FBI'da kalabilirsin. Sadece seni tayin ettireceğim.
Pode ficar no FBI, só terei de a transferir.
Seni gitmeden önce gördüm.
Vi-os ir antes de partirmos.
- seni buna hazırlayacak hiçbir şey yok.
E nada te preparou para isso.
- Seni seviyorum.
- Amo-te.
- Ben de seni seviyorum.
- Também te amo.
Seni güvenli bir yere götüreceğim.
- É o choque. - Vou arranjar-te um local seguro.
- Pekala, hadi. - Seni buradan çıkaracağım.
Tudo bem, vamos.
Seni hak etmiyorum.
Não te mereço.
Seni asla ofisten çıkarmayacaklar, Nadine. Bunu şimdiden anlaman gerek.
Nunca a vão deixar sair deste gabinete, já deve saber disso, Nadine.
Seni seviyorum. Ben de seni seviyorum.
Também te amo.
Seni götürüyorlar.
Vão transferi-lo.
Seni neden arasın ki?
Porque iria ela ligar-te.
Marjorie seni seks hakkında aramaz.
A Marjorie não te ligou para falar de sexo.
Seni büyüdüğüne dair bilgilendirecektik.
Só íamos contar-te quando ele crescesse.
Seni seviyorum.
Eu adoro-te.
Toplantıdan bazıları seni tebrik etmek için göndermiş.
Algumas pessoas da reunião mandaram para te felicitar.
İyi bir anne olamayacağını söyleyerek seni incittiğini biliyorum. Ama bu seninle ilgili değildi.
Eu sei que ela te magoou quando disse que tu não serias a melhor mãe, mas não era sobre ti.
Evet. İkisi de seni otel odalarına getirdi.
E ambos levaram-te para os seus quartos de hotel?
Amacım seni hapse atmak değil, patronunun kim olduğunu öğrenmek.

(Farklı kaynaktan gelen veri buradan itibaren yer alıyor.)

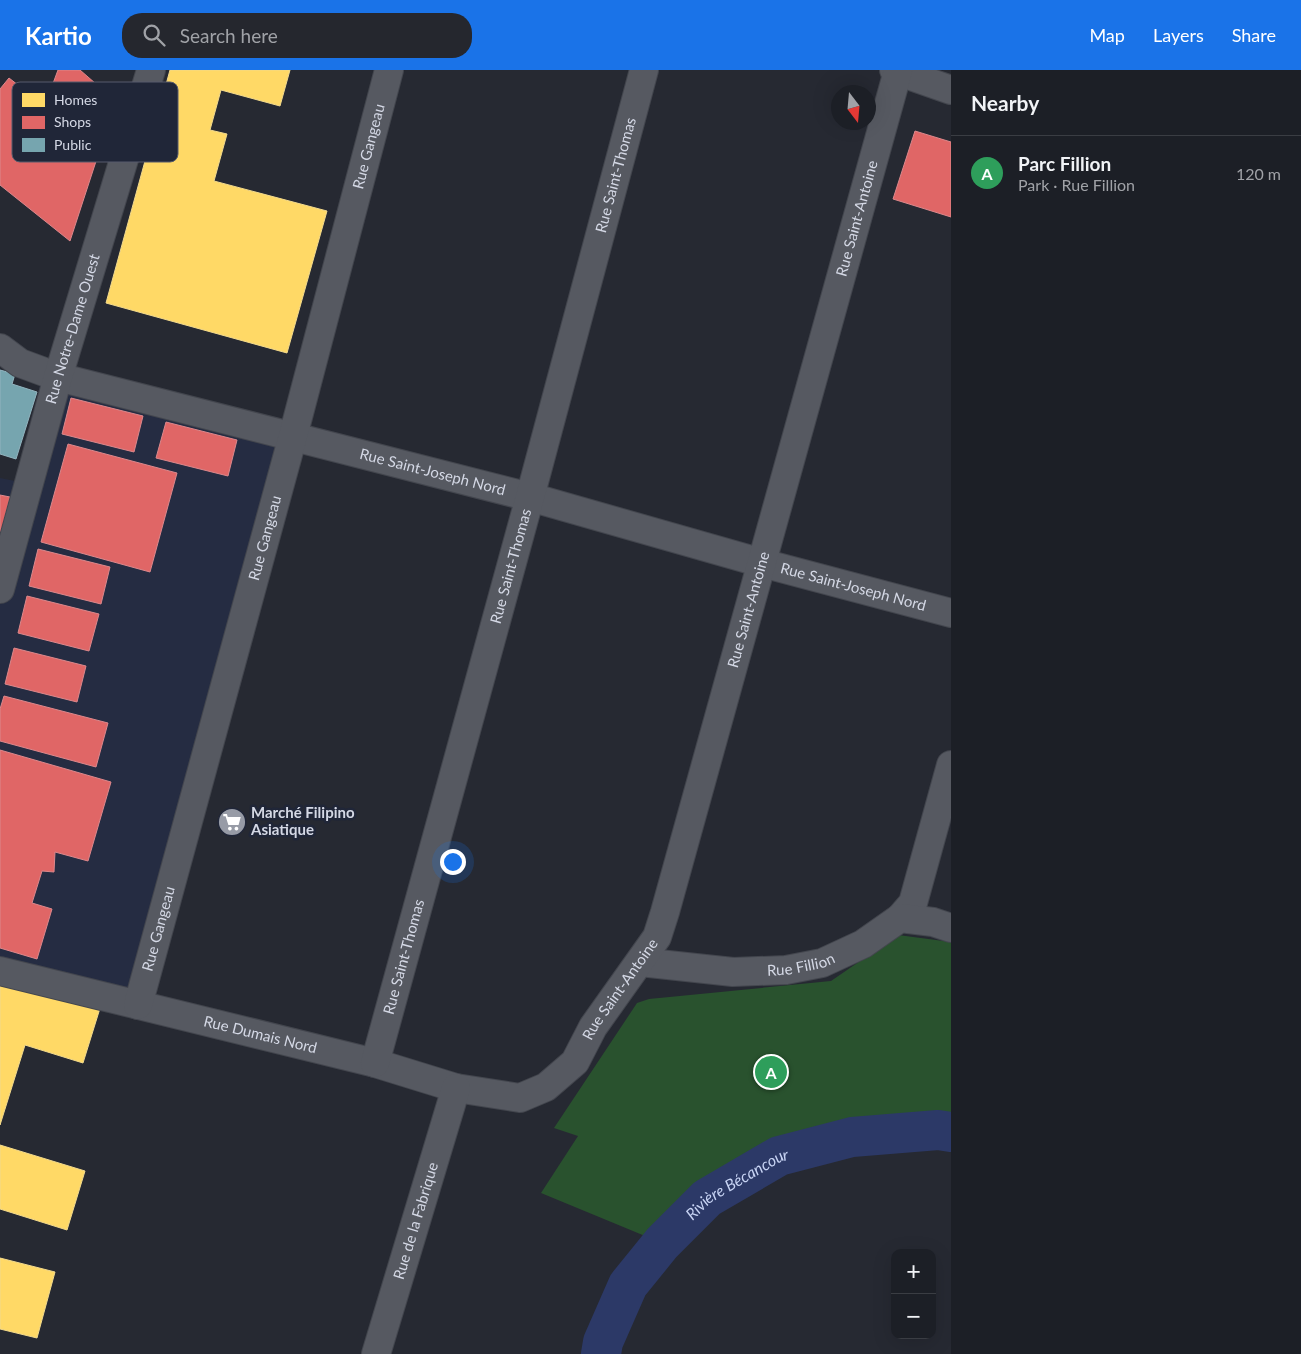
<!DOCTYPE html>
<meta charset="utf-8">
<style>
:root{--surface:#1c1f26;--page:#25272e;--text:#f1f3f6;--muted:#a0a2a7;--line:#3a3d43;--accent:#1a73e8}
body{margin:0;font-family:Lato,sans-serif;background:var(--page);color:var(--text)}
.controls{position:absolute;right:15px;bottom:15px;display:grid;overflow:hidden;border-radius:10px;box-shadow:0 5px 20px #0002}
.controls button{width:45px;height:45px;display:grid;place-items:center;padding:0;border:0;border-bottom:1px solid var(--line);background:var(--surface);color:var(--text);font:25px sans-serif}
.compass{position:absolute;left:831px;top:15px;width:45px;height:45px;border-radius:50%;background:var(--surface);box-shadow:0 5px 20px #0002;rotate:164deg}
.you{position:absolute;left:452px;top:791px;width:18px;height:18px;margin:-12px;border:4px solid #fff;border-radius:50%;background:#1a73e8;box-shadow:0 0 0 8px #1a73e833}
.badge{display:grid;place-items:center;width:32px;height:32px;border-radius:50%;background:var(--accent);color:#fff;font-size:16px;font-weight:700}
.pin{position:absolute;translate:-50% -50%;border:2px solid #fff;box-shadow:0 1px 5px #0006}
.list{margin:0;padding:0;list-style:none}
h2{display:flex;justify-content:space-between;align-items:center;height:65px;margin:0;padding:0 20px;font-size:21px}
h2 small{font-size:16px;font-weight:400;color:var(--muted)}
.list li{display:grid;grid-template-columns:32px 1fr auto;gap:15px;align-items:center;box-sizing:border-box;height:75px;padding:0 20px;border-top:1px solid var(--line)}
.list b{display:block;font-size:19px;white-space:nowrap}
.list p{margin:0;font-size:16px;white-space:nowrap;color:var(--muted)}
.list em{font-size:16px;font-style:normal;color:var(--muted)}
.icon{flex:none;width:28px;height:28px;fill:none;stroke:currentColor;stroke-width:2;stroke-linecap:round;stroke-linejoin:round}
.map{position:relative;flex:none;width:951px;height:1284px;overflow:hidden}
header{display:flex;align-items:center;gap:30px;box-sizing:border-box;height:70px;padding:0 25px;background:var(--accent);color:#fff}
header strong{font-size:24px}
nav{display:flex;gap:28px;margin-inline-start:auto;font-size:18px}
.search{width:350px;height:45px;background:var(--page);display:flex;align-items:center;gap:12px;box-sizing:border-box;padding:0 18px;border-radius:20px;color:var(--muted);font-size:19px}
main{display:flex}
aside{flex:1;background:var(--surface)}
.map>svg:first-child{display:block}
</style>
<header>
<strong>Kartio</strong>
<div class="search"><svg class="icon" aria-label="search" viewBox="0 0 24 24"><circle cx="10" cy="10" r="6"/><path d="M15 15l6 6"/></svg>Search here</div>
<nav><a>Map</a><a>Layers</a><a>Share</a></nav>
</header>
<main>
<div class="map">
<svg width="951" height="1284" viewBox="0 0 951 1284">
<rect width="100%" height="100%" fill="#262932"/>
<!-- built -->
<polygon fill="#252c42" points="41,312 287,370 132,927 0,890 0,408 15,411"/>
<!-- green -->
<polygon fill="#29522e" points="898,865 951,872 951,1062 938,1060 852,1067 779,1086 707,1128 662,1173 541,1123 578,1066 554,1058 637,933 649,929 831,911"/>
<!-- homes -->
<g fill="#ffd966" stroke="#f2d98c">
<polygon points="170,0 290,0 280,36 221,20 210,60 227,64 214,111 327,141 287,283 106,233"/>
<polygon points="0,903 101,935 83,993 25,975 0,1055"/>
<polygon points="0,1075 85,1101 67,1160 0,1139"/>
<polygon points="0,1188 55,1202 37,1268 0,1259"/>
</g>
<!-- shops -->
<g fill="#e06666" stroke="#dc888c">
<polygon points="58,0 80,0 119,34 108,79 48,27"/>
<polygon points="9,8 100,79 70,171 0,115 0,19"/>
<polygon points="915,61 951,72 951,147 893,129"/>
<polygon points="71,328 143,346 134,382 62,364"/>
<polygon points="166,352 237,370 228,406 156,388"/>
<polygon points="68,374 177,403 150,502 41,472"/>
<polygon points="0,425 10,427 1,463 0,463"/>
<polygon points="38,479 110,497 101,534 29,516"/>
<polygon points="27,526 99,544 89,581 18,563"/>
<polygon points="14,578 86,596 77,632 5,614"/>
<polygon points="4,626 108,653 96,697 0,671 0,639"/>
<polygon points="0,680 111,712 88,791 55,782 54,802 42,801 32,833 52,839 37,889 0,878"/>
</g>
<!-- public -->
<polygon fill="#76a5af" stroke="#92b4bf" points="0,300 15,304 12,314 37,322 16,389 0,384"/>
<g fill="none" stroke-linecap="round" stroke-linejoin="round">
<!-- river -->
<path stroke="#2c3967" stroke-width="40" id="s1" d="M601 1284 603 1272 628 1215 662 1173 707 1128 779 1086 852 1067 938 1060 951 1062"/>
<defs>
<g id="minor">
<polyline points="894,0 951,20"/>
<path id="s2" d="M0 278 20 293 58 307 530 427 762 493 951 543"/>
<path id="s3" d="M0 519 58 307 151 0"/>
<polyline points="900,848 913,833 951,695"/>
<path id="s4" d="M640 892 733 902 786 900 822 893 863 874 900 848 933 852 951 858"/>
<path id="s5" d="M0 901 375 993 456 1018 520 1028 546 1017 575 992 593 957 657 867 665 842 898 1"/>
<path id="s6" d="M138 935 293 366 389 0"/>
<path id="s7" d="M375 993 530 427 644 0"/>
<path id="s8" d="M376 1284 456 1018"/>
</g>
</defs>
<!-- minor casing -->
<use href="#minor" stroke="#43464e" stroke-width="30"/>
<!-- minor -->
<use href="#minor" stroke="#565961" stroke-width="28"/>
</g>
<!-- icons -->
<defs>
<symbol id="supermarket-disc" viewBox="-11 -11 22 22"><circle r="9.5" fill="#979ba6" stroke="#202638"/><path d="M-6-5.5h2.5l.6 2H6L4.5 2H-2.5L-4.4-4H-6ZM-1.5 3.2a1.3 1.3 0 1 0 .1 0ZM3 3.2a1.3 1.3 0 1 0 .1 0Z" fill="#fff"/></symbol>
</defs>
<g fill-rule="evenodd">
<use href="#supermarket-disc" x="216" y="736" width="32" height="32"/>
</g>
<g text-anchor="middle" stroke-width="5" stroke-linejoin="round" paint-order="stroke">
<!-- street labels -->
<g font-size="15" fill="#d4d8e5" stroke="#202638">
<text dy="5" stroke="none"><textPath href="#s6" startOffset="889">Rue Gangeau</textPath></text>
<text dy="5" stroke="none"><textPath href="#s7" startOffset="920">Rue Saint-Thomas</textPath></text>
<text dy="5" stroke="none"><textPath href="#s5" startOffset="1498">Rue Saint-Antoine</textPath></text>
<text dy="5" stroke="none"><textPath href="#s3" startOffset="270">Rue Notre-Dame Ouest</textPath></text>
<text dy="5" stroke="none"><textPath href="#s2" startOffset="452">Rue Saint-Joseph Nord</textPath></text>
<text dy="5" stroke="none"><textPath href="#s6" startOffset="484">Rue Gangeau</textPath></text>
<text dy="5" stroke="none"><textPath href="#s7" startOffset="515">Rue Saint-Thomas</textPath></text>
<text dy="5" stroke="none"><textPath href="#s2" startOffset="888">Rue Saint-Joseph Nord</textPath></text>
<text dy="5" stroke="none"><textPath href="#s5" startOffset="1092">Rue Saint-Antoine</textPath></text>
<text dy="5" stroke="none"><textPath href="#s6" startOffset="79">Rue Gangeau</textPath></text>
<text dy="5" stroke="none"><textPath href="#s7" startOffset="110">Rue Saint-Thomas</textPath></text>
<text dy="5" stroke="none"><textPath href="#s4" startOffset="162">Rue Fillion</textPath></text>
<text dy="5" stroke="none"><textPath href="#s5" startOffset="688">Rue Saint-Antoine</textPath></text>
<text dy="5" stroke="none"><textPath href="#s5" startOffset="268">Rue Dumais Nord</textPath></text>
<text dy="5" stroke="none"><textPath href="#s8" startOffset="139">Rue de la Fabrique</textPath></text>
</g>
<!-- poi labels -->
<g font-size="15" font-weight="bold" fill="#d4d8e5" stroke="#202638" text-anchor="start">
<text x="251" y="748">Marché Filipino<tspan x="251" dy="17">Asiatique</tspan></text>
</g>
<!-- water labels -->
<g font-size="16" font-style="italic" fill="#c7d3f3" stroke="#202638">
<text dy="6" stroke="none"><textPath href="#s1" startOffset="225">Rivière Bécancour</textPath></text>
</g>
</g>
<!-- legend -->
<rect x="12" y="12" width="166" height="80" rx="8" fill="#202638" stroke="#565b6c" stroke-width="1"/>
<rect x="22" y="23" width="23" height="14" fill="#ffd966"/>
<rect x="22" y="46" width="23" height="13" fill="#e06666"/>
<rect x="22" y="68" width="23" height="14" fill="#76a5af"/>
<g font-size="14" fill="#d4d8e5">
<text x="54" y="35">Homes</text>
<text x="54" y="57">Shops</text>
<text x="54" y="80">Public</text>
</g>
</svg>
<div class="controls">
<button>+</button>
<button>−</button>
</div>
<svg class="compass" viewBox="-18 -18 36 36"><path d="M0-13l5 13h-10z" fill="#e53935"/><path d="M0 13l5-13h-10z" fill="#a0a2a7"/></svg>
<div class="you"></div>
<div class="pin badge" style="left:771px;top:1002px;background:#2e9e5b">A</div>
</div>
<aside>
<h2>Nearby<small></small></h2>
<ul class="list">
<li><span class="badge" style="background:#2e9e5b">A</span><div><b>Parc Fillion</b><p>Park · Rue Fillion</p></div><em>120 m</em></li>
</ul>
</aside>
</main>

Não estou interessado em mandar-te para a prisão, mas estou interessado em quem é o teu chefe.
Seni ve diğerlerini kötü şeyler yapmak için kullanıyorlar, böylece yakalanırsanız onlar değil siz hapse gireceksiniz.
Estão a usar-te e aos outros para fazer coisas más, assim se forem apanhados vocês vão prisão, não eles.
Tanrım. Seni çok seviyorum.
Adoro-te tanto.
Seni temsil etmesi için onunla konuşmama... -... izin verirsen memnun olurum.
Gostava que me deixasses falar com ela para te representar.
Seni buradan çıkaracağız, söz veriyorum.
Vamos tirar-te daqui. Prometo.
Buraya seni yargılamaya gelmedim.
Não estou aqui para julgá-lo.
Seni hapisten uzak tutmak.
Mantê-lo fora da prisão.
Ve seni aklayacağız.
E vamos inocentar-te.
- Seni tanıyor muyum?
Eu conheço-o?
Seni görmezden geldiğim için üzgünüm.
Desculpa se ignorei as tuas mensagens.